It’s officially winter and one of the wettest ones on record. Let’s find out what’s in season this month!
Winter fruits are all about the basics – rather than enjoying loads of variety, enjoy the quality and consistency of the basics such as Apples and Citrus.
This is the best time of year to eat a truly spectacular Apple and you have so many varieties to choose from. Pears are the same, take the time to savour the ordinary and get creative with them.
When we think of winter, we think Citrus and there is lots to get excited about at this time of year. Lemons are coming on strong, Mandarins have just started, Navel Oranges are on, and Cara Cara will start soon. Tangelos from North Qld are in abundance and Pomelos will start towards the end of the month. Limes are in abundance with good quality and great prices.
Citrus fruits don’t really like to get wet. So, while there are plenty around now, expect a shorter than average season, with higher prices and lower quality.
Strawberries and Blueberries have been hit hard by the weather and will stay in short supply for the whole month, or until everything has dried out.
The availability of Rockmelon, Watermelon and Papaya will improve throughout the month and there will be reasonable quantities of Dragon Fruit and Pomegranates early in the month.

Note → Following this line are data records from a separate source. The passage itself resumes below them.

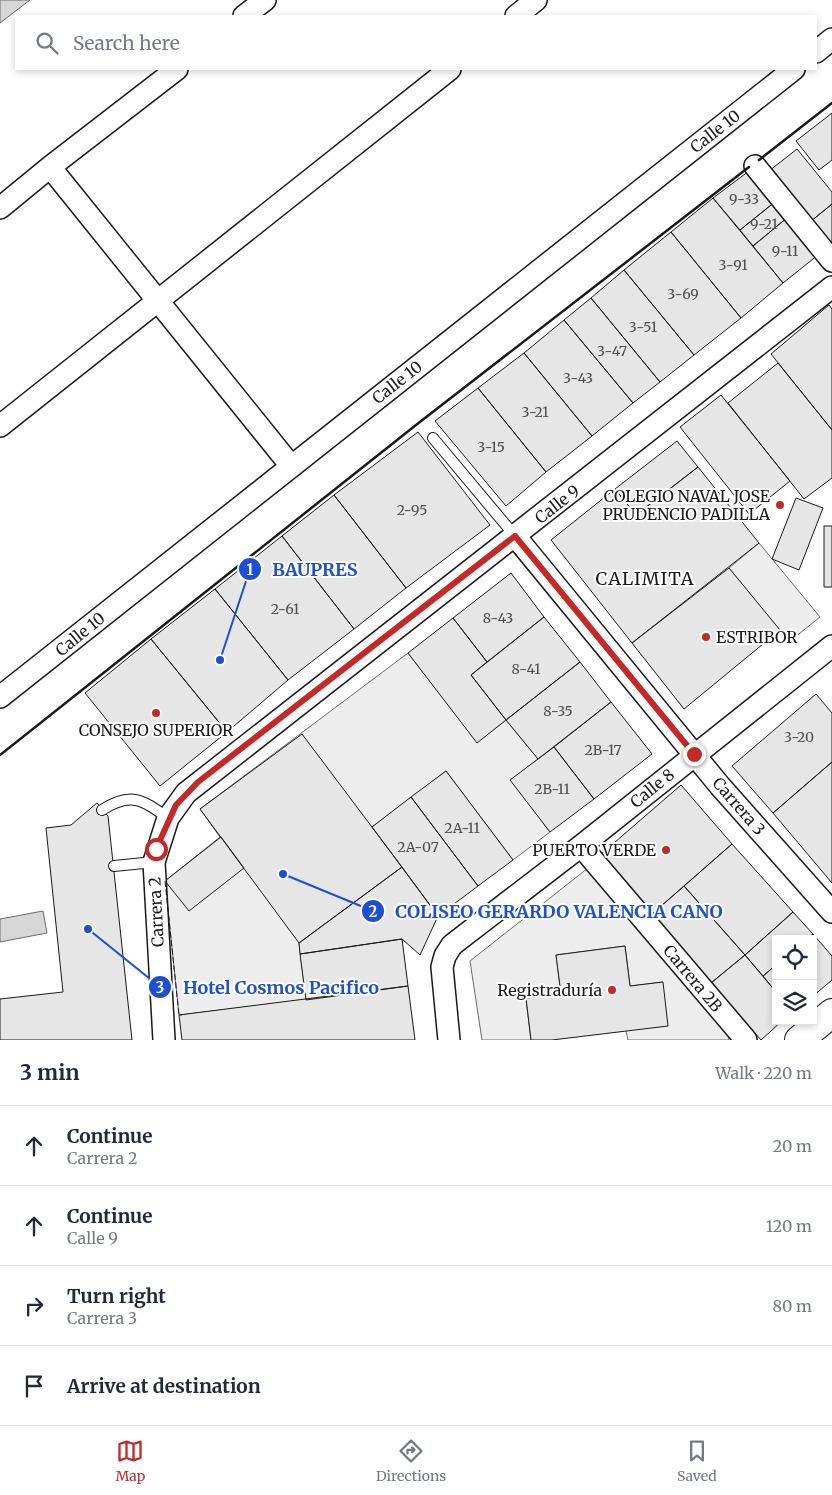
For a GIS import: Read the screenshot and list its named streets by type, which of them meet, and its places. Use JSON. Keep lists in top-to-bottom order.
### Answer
{
  "streets": {
    "street": [
      "Calle 10",
      "Calle 9",
      "Calle 8",
      "Carrera 3",
      "Carrera 2",
      "Carrera 2B"
    ]
  },
  "crossings": [
    ["Calle 9", "Carrera 3"],
    ["Calle 9", "Carrera 2"],
    ["Calle 8", "Carrera 3"],
    ["Calle 8", "Carrera 2B"]
  ],
  "districts": ["CALIMITA"],
  "places": [
    "COLEGIO NAVAL JOSE PRUDENCIO PADILLA",
    "ESTRIBOR",
    "BAUPRES",
    "CONSEJO SUPERIOR",
    "PUERTO VERDE",
    "COLISEO GERARDO VALENCIA CANO",
    "Hotel Cosmos Pacifico",
    "Registraduría"
  ],
  "house_numbers": [
    "9-33",
    "9-21",
    "9-11",
    "3-91",
    "3-69",
    "3-51",
    "3-47",
    "3-43",
    "3-21",
    "3-15",
    "2-95",
    "2-61",
    "8-43",
    "8-41",
    "8-35",
    "3-20",
    "2B-17",
    "2B-11",
    "2A-11",
    "2A-07"
  ],
  "page": {
    "search": "Search here",
    "heading": ["3 min", "Walk · 220 m"],
    "list": [
      ["Continue", "Carrera 2", "20 m"],
      ["Continue", "Calle 9", "120 m"],
      ["Turn right", "Carrera 3", "80 m"],
      "Arrive at destination"
    ],
    "nav": ["Map", "Directions", "Saved"]
  }
}
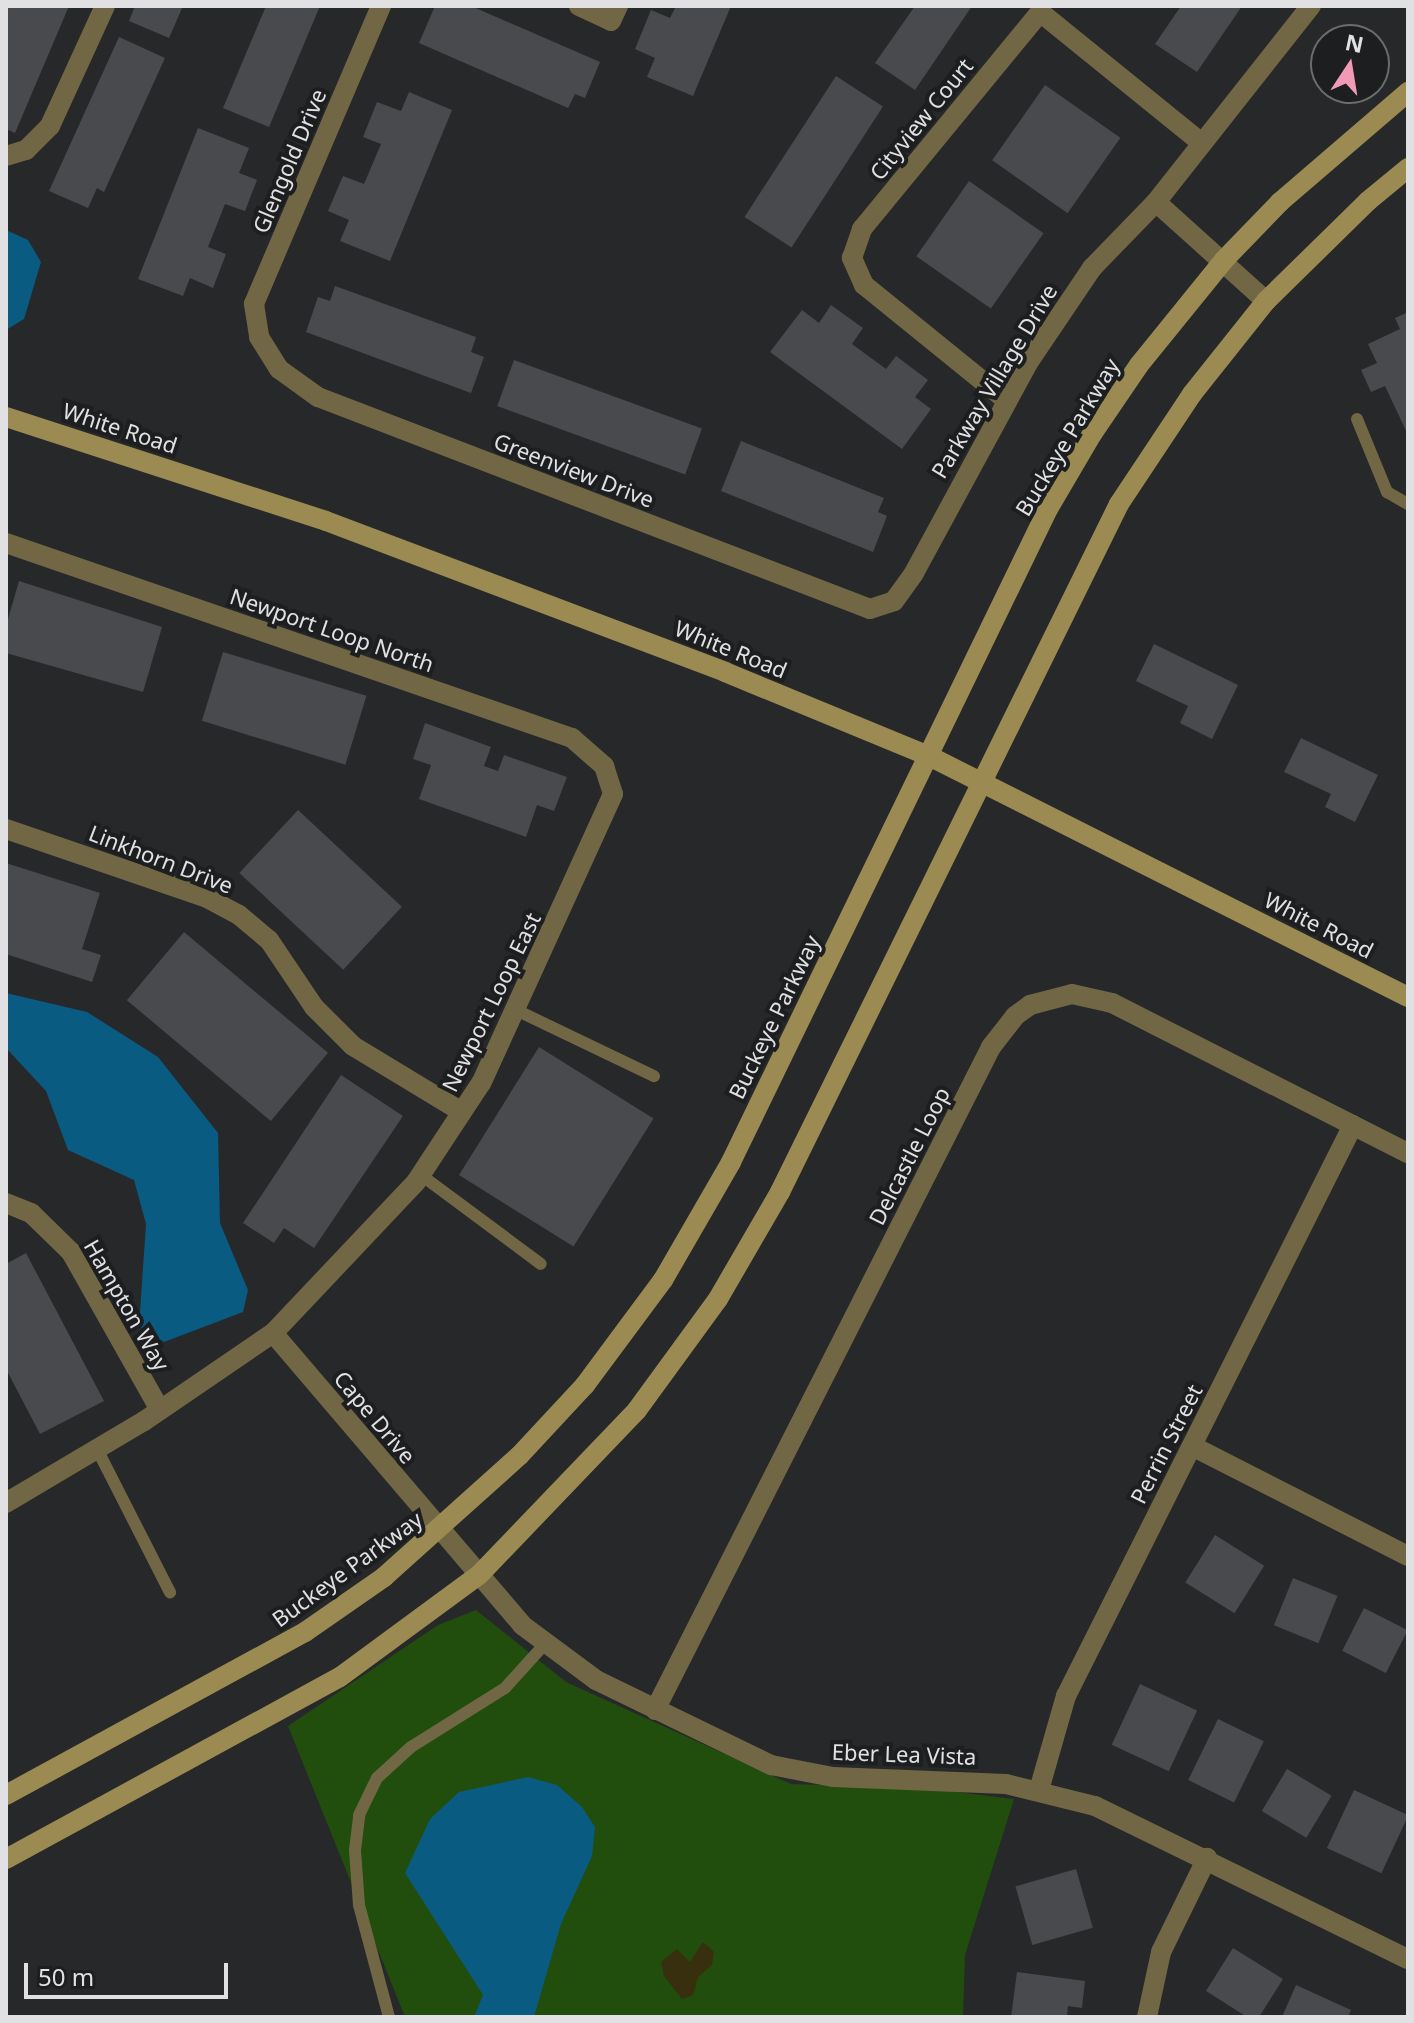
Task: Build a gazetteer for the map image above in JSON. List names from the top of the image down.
{
  "streets": {
    "street": [
      "Cityview Court",
      "Glengold Drive",
      "Parkway Village Drive",
      "White Road",
      "Buckeye Parkway",
      "Greenview Drive",
      "Newport Loop North",
      "Linkhorn Drive",
      "Newport Loop East",
      "Delcastle Loop",
      "Hampton Way",
      "Cape Drive",
      "Perrin Street",
      "Eber Lea Vista"
    ]
  },
  "crossings": [
    ["Cityview Court", "Parkway Village Drive"],
    ["Glengold Drive", "Greenview Drive"],
    ["Parkway Village Drive", "Greenview Drive"],
    ["White Road", "Buckeye Parkway"],
    ["Buckeye Parkway", "Cape Drive"],
    ["Buckeye Parkway", "Eber Lea Vista"],
    ["Newport Loop North", "Newport Loop East"],
    ["Linkhorn Drive", "Newport Loop East"],
    ["Newport Loop East", "Hampton Way"],
    ["Newport Loop East", "Cape Drive"],
    ["Delcastle Loop", "Perrin Street"],
    ["Delcastle Loop", "Eber Lea Vista"],
    ["Cape Drive", "Eber Lea Vista"],
    ["Perrin Street", "Eber Lea Vista"]
  ],
  "scale_bar": "50 m",
  "north": "top"
}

Winter is usually the peak vegetable growing season for Queensland, with the full range of Brassicas coming out of the Brisbane and Lockyer Valley areas. We would normally see great quality Cabbages, Brussel Sprouts, Broccoli, and Cauliflower, all at good prices.
But not this year unfortunately. Vegetables will be very short, the quality will be rain-impacted and prices will be high as a result. Broccoli for example is trading at approximately double the price it usually is for this time of year. Zucchini, Cucumber and Celery are seeing similar shortages and similar price rises. A lot of the Queensland growers have flooded twice this year, with massive stock losses. Also, it has been too wet for them to replant.
Queensland Carrots and Potatoes are due to start by mid-June. We are predicting shortages and quality issues with both lines. Carrots fare slightly better in saturated ground, but the potatoes will degrade quickly in those conditions. Tomatoes from North Queensland have started and pretty much finished due to the wet, as have Eggplant, Zucchini and to a lesser extent Capsicum.
Southern Onions have pretty much finished for the season, while Queensland onions aren’t great this year for all the reasons previously mentioned.
Short story is, I am not speaking to any farmers who are enjoying 2022 – we have seen record breaking rain and unseasonably cold temperatures. This is when we are reminded where our food comes from, and the difficulties faced by those who produce it. I believe we will see produce shortages in June and they will continue until the southern guys start their seasons at the end of winter.
We can reduce how we are impacted in the meantime by being more forgiving on quality and more expansive and flexible in what we choose to eat. It’s important to support local growers come rain or shine, but here’s hoping we see plenty of the latter in the months ahead.
Enjoy the cooler weather in June, and remember to eat all of your colours!